Problem description: With the images excluded, set down every line of the listing below exactly.
○ ○ ○ ○ ○ ○ ○
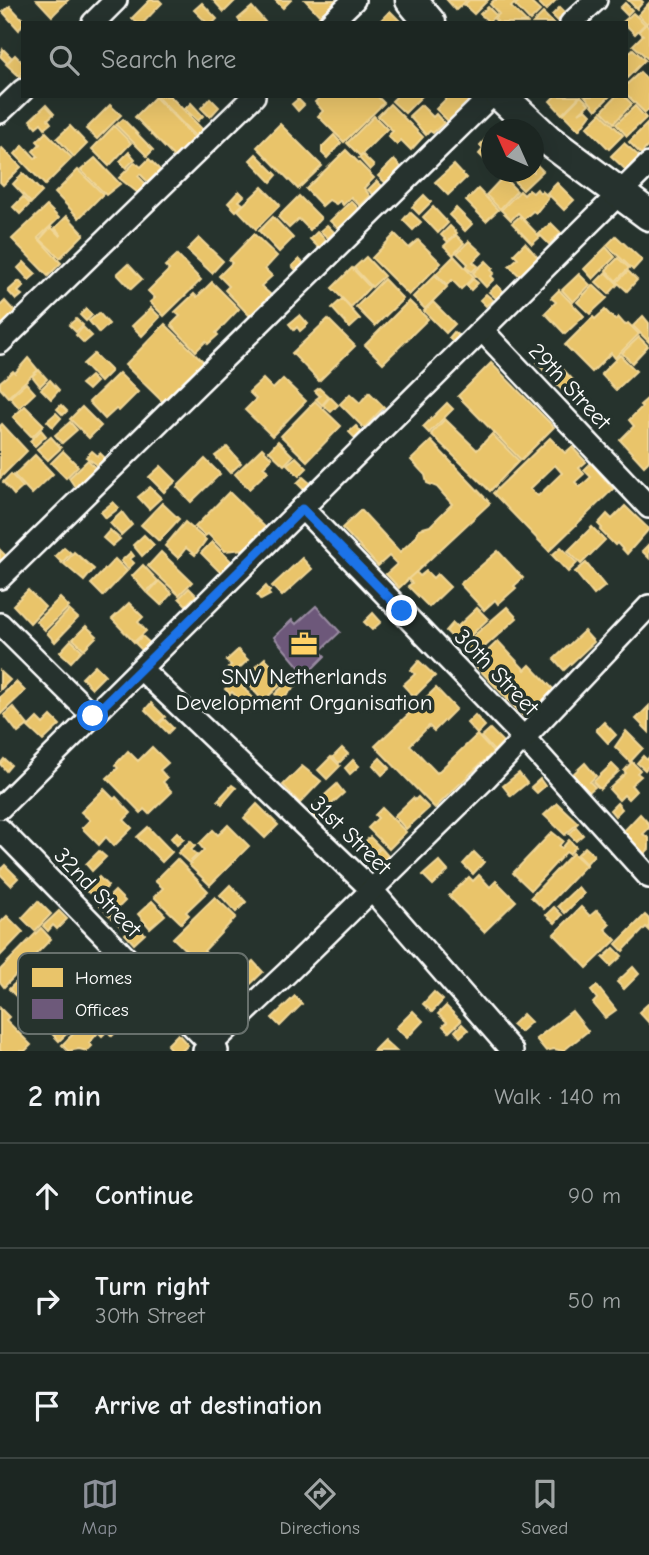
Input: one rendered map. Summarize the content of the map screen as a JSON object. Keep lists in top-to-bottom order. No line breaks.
{"streets":{"street":["29th Street","30th Street","31st Street","32nd Street"]},"places":{"office":["SNV Netherlands Development Organisation"]},"legend":["Homes","Offices"],"north":"top left","page":{"search":"Search here","heading":["2 min","Walk · 140 m"],"list":[["Continue","90 m"],["Turn right","30th Street","50 m"],"Arrive at destination"],"nav":["Map","Directions","Saved"]}}
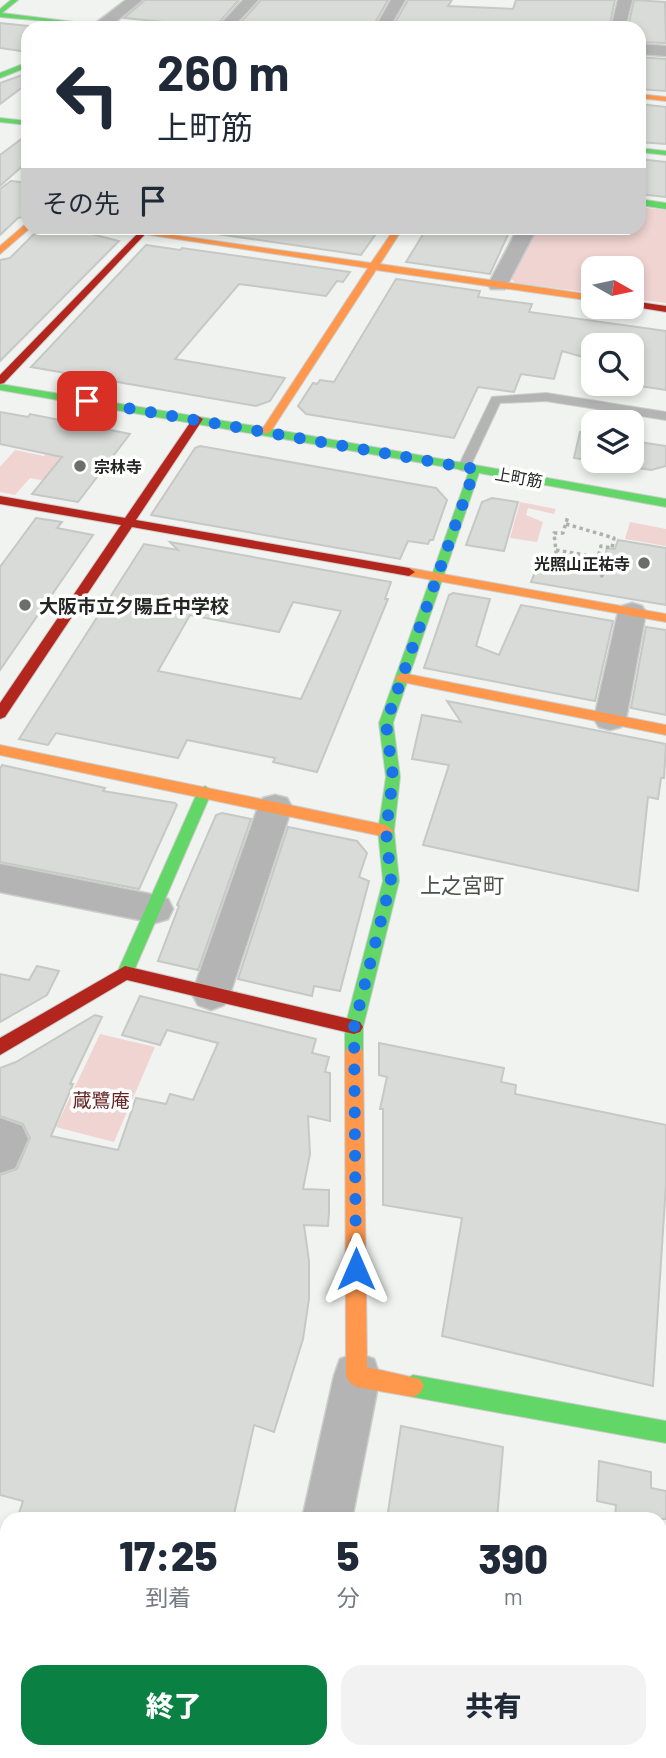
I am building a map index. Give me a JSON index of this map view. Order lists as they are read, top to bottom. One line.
{"streets":{"street":["上町筋"]},"districts":["上之宮町"],"parks":["蔵鷺庵"],"places":["宗林寺","光照山正祐寺","大阪市立夕陽丘中学校"],"north":"right","page":{"turn":["260 m","上町筋"],"then":"その先","eta":["17:25","到着","5","分","390","m"],"buttons":["終了","共有"]}}
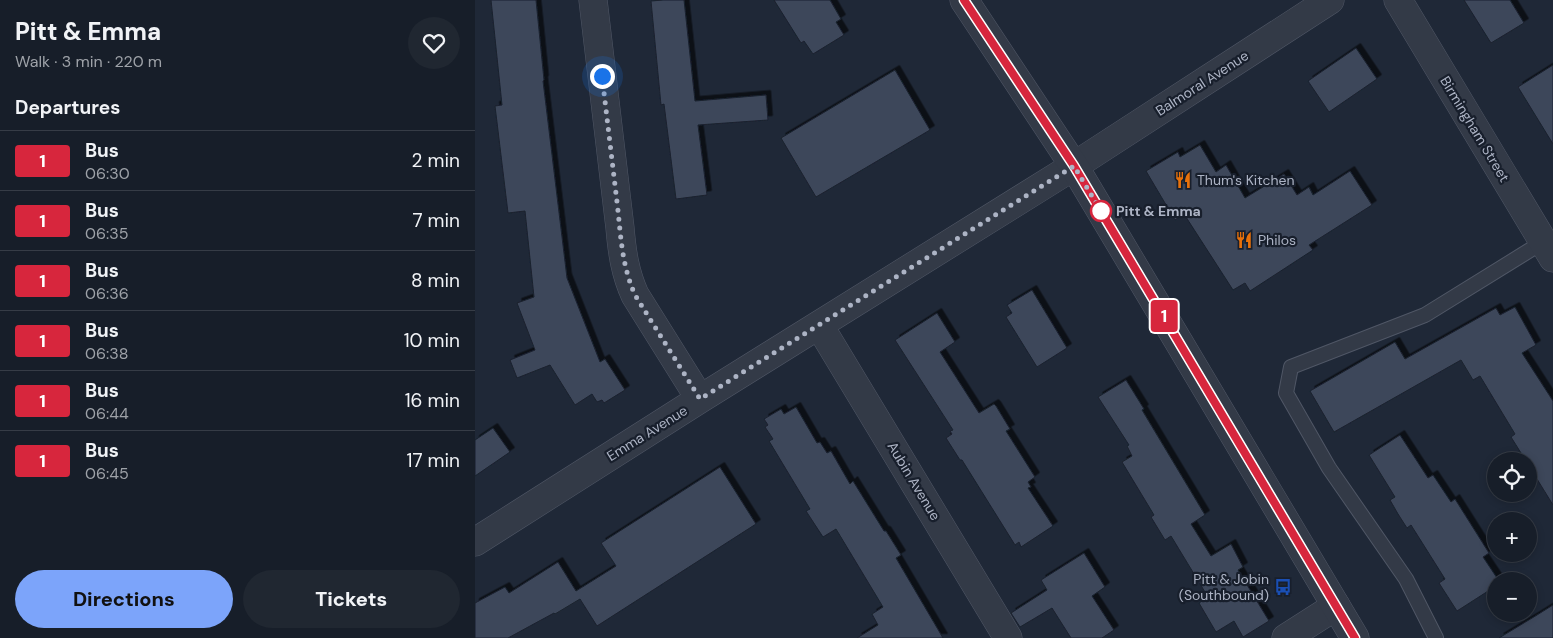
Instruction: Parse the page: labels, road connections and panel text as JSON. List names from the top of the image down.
{
  "streets": {
    "street": [
      "Balmoral Avenue",
      "Birmingham Street",
      "Emma Avenue",
      "Aubin Avenue"
    ]
  },
  "crossings": [
    ["Balmoral Avenue", "Emma Avenue"],
    ["Emma Avenue", "Aubin Avenue"]
  ],
  "places": {
    "restaurant": ["Thum's Kitchen", "Philos"],
    "other": ["Pitt & Emma"],
    "bus stop": ["Pitt & Jobin (Southbound)"]
  },
  "lines": ["bus line 1"],
  "page": {
    "heading": [
      ["Pitt & Emma", "Walk · 3 min · 220 m"],
      "Departures"
    ],
    "on_map": "1",
    "list": [
      {
        "mark": "1",
        "name": "Bus",
        "note": "06:30",
        "value": "2 min"
      },
      {
        "mark": "1",
        "name": "Bus",
        "note": "06:35",
        "value": "7 min"
      },
      {
        "mark": "1",
        "name": "Bus",
        "note": "06:36",
        "value": "8 min"
      },
      {
        "mark": "1",
        "name": "Bus",
        "note": "06:38",
        "value": "10 min"
      },
      {
        "mark": "1",
        "name": "Bus",
        "note": "06:44",
        "value": "16 min"
      },
      {
        "mark": "1",
        "name": "Bus",
        "note": "06:45",
        "value": "17 min"
      }
    ],
    "map_buttons": ["+", "−"],
    "buttons": ["Directions", "Tickets"]
  }
}
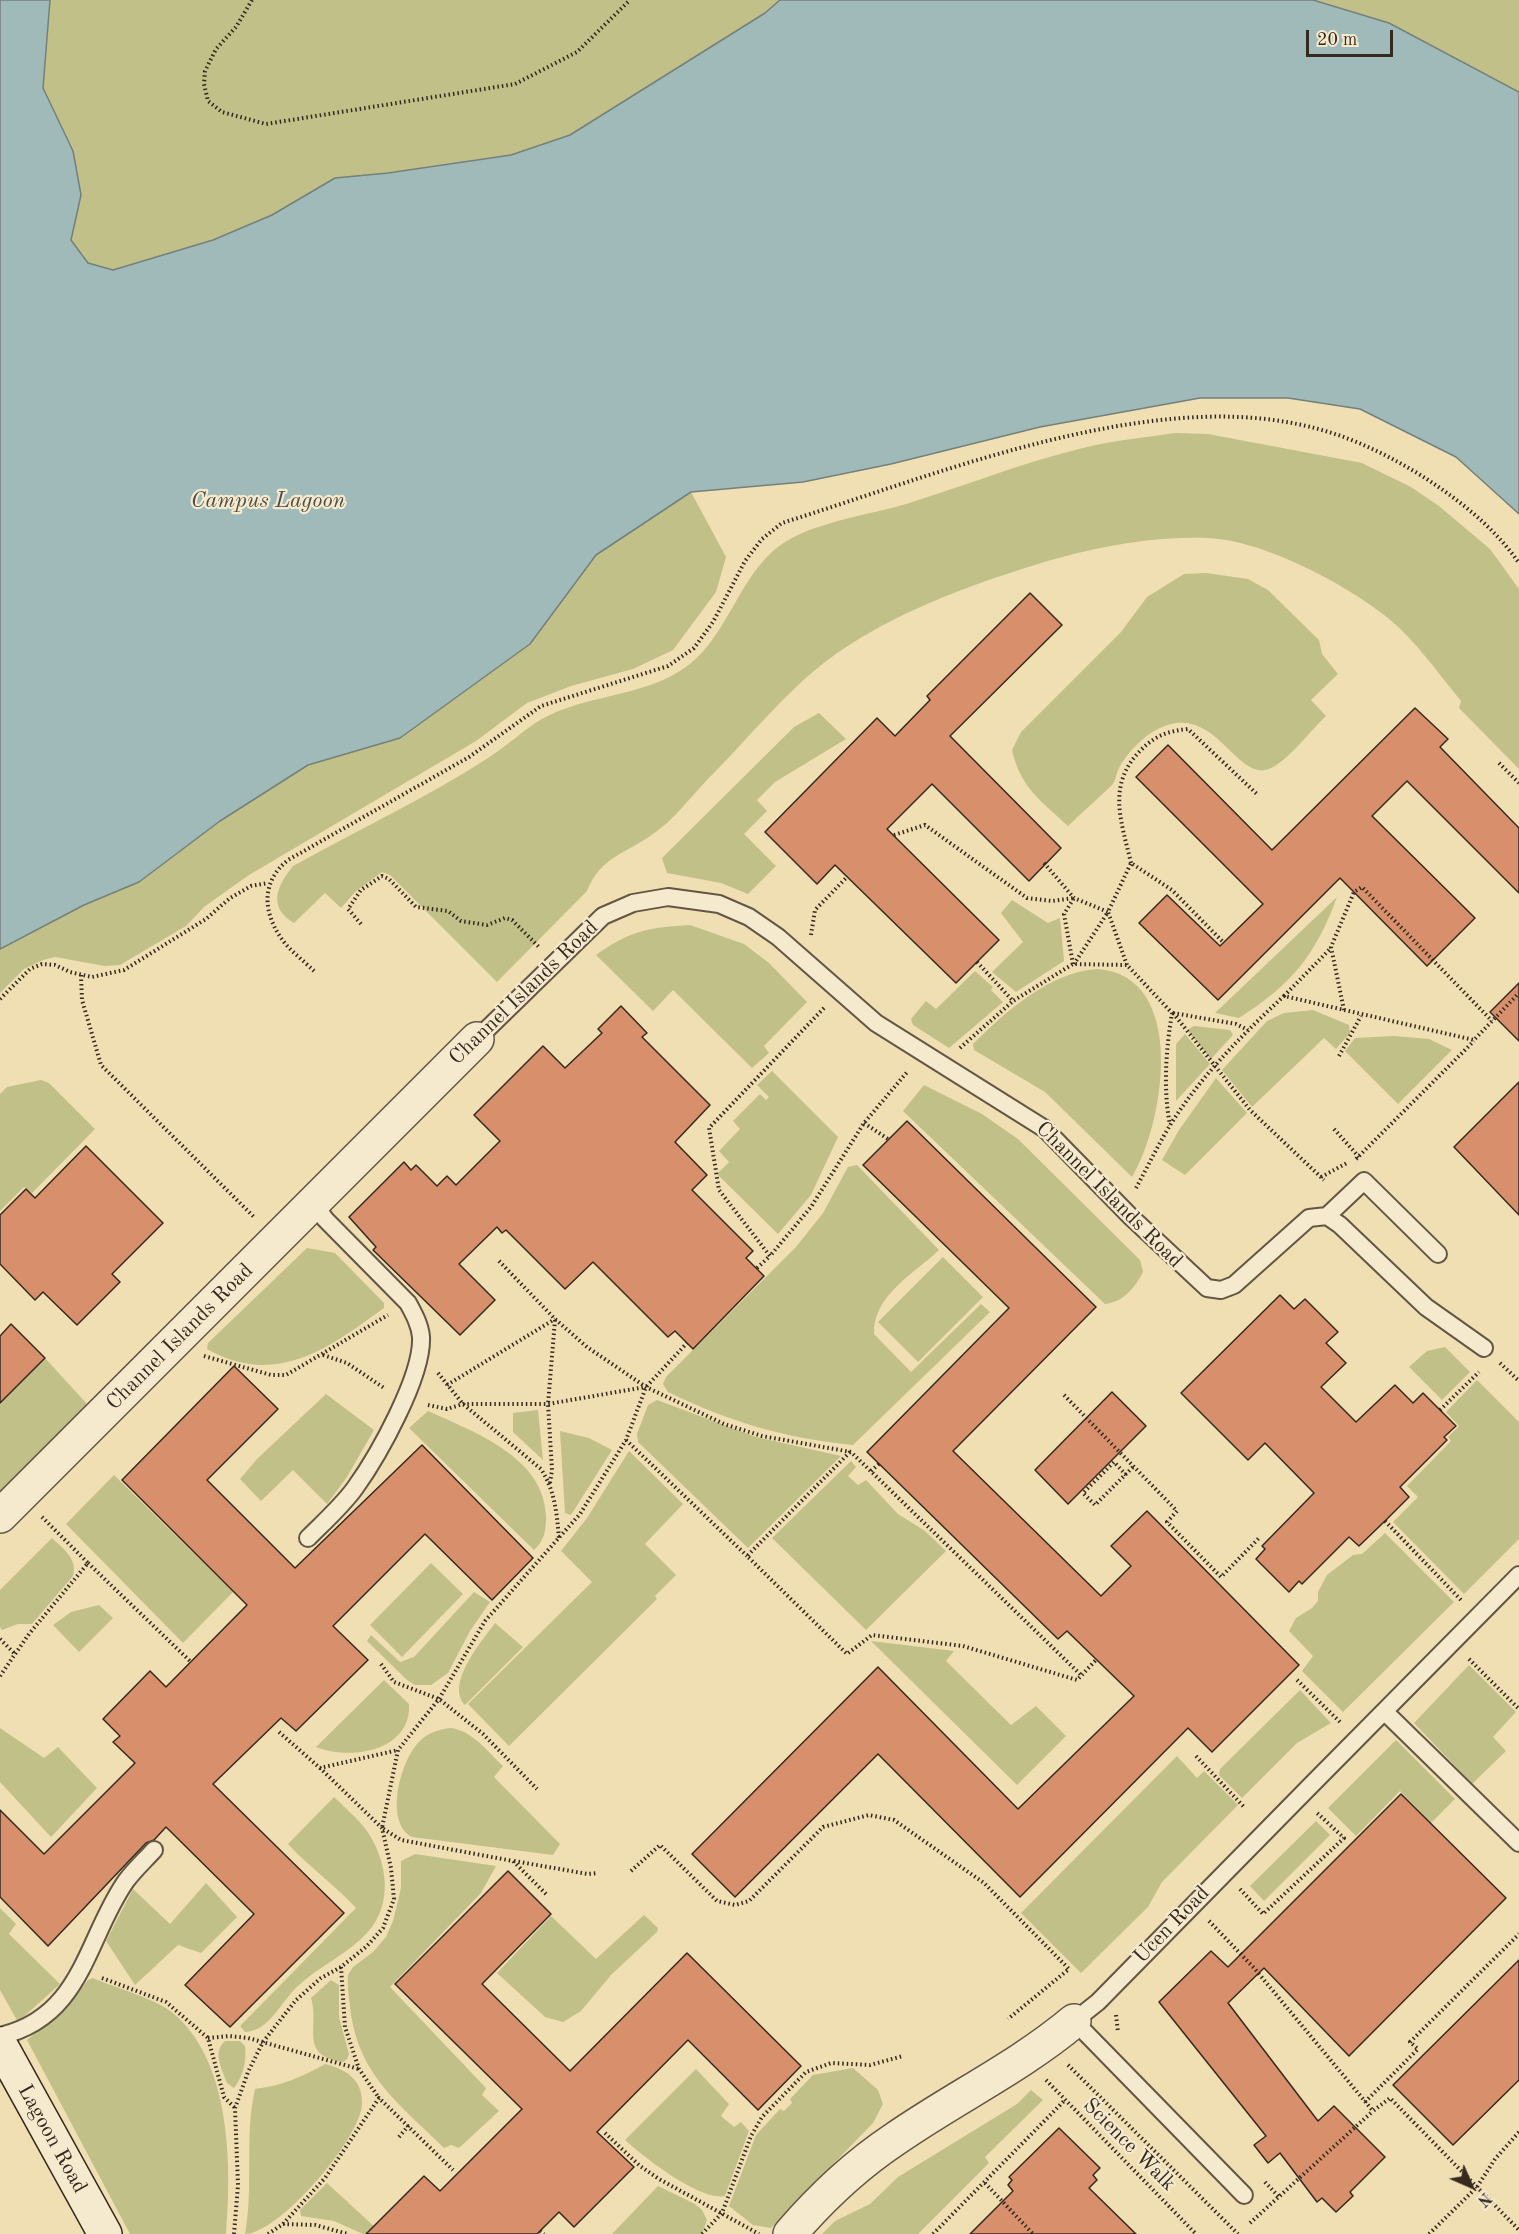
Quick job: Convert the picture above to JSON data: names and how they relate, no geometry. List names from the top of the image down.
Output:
{
  "streets": {
    "street": ["Channel Islands Road", "Ucen Road", "Lagoon Road"],
    "path": ["Science Walk"]
  },
  "crossings": [
    ["Ucen Road", "Science Walk"]
  ],
  "water": ["Campus Lagoon"],
  "scale_bar": "20 m",
  "north": "bottom right"
}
○ ○ ○ ○ ○ ○ ○
Solution to this problem:
Input: one rendered map. Summarize the content of the map screen as a JSON object. Keep lists in top-to-bottom order. No line breaks.
{"streets":{"street":["29th Street","30th Street","31st Street","32nd Street"]},"places":{"office":["SNV Netherlands Development Organisation"]},"legend":["Homes","Offices"],"north":"top left","page":{"search":"Search here","heading":["2 min","Walk · 140 m"],"list":[["Continue","90 m"],["Turn right","30th Street","50 m"],"Arrive at destination"],"nav":["Map","Directions","Saved"]}}
I am building a map index. Give me a JSON index of this map view. Order lists as they are read, top to bottom. One line.
{"streets":{"street":["上町筋"]},"districts":["上之宮町"],"parks":["蔵鷺庵"],"places":["宗林寺","光照山正祐寺","大阪市立夕陽丘中学校"],"north":"right","page":{"turn":["260 m","上町筋"],"then":"その先","eta":["17:25","到着","5","分","390","m"],"buttons":["終了","共有"]}}
Instruction: Parse the page: labels, road connections and panel text as JSON. List names from the top of the image down.
{
  "streets": {
    "street": [
      "Balmoral Avenue",
      "Birmingham Street",
      "Emma Avenue",
      "Aubin Avenue"
    ]
  },
  "crossings": [
    ["Balmoral Avenue", "Emma Avenue"],
    ["Emma Avenue", "Aubin Avenue"]
  ],
  "places": {
    "restaurant": ["Thum's Kitchen", "Philos"],
    "other": ["Pitt & Emma"],
    "bus stop": ["Pitt & Jobin (Southbound)"]
  },
  "lines": ["bus line 1"],
  "page": {
    "heading": [
      ["Pitt & Emma", "Walk · 3 min · 220 m"],
      "Departures"
    ],
    "on_map": "1",
    "list": [
      {
        "mark": "1",
        "name": "Bus",
        "note": "06:30",
        "value": "2 min"
      },
      {
        "mark": "1",
        "name": "Bus",
        "note": "06:35",
        "value": "7 min"
      },
      {
        "mark": "1",
        "name": "Bus",
        "note": "06:36",
        "value": "8 min"
      },
      {
        "mark": "1",
        "name": "Bus",
        "note": "06:38",
        "value": "10 min"
      },
      {
        "mark": "1",
        "name": "Bus",
        "note": "06:44",
        "value": "16 min"
      },
      {
        "mark": "1",
        "name": "Bus",
        "note": "06:45",
        "value": "17 min"
      }
    ],
    "map_buttons": ["+", "−"],
    "buttons": ["Directions", "Tickets"]
  }
}
Quick job: Convert the picture above to JSON data: names and how they relate, no geometry. List names from the top of the image down.
Output:
{
  "streets": {
    "street": ["Channel Islands Road", "Ucen Road", "Lagoon Road"],
    "path": ["Science Walk"]
  },
  "crossings": [
    ["Ucen Road", "Science Walk"]
  ],
  "water": ["Campus Lagoon"],
  "scale_bar": "20 m",
  "north": "bottom right"
}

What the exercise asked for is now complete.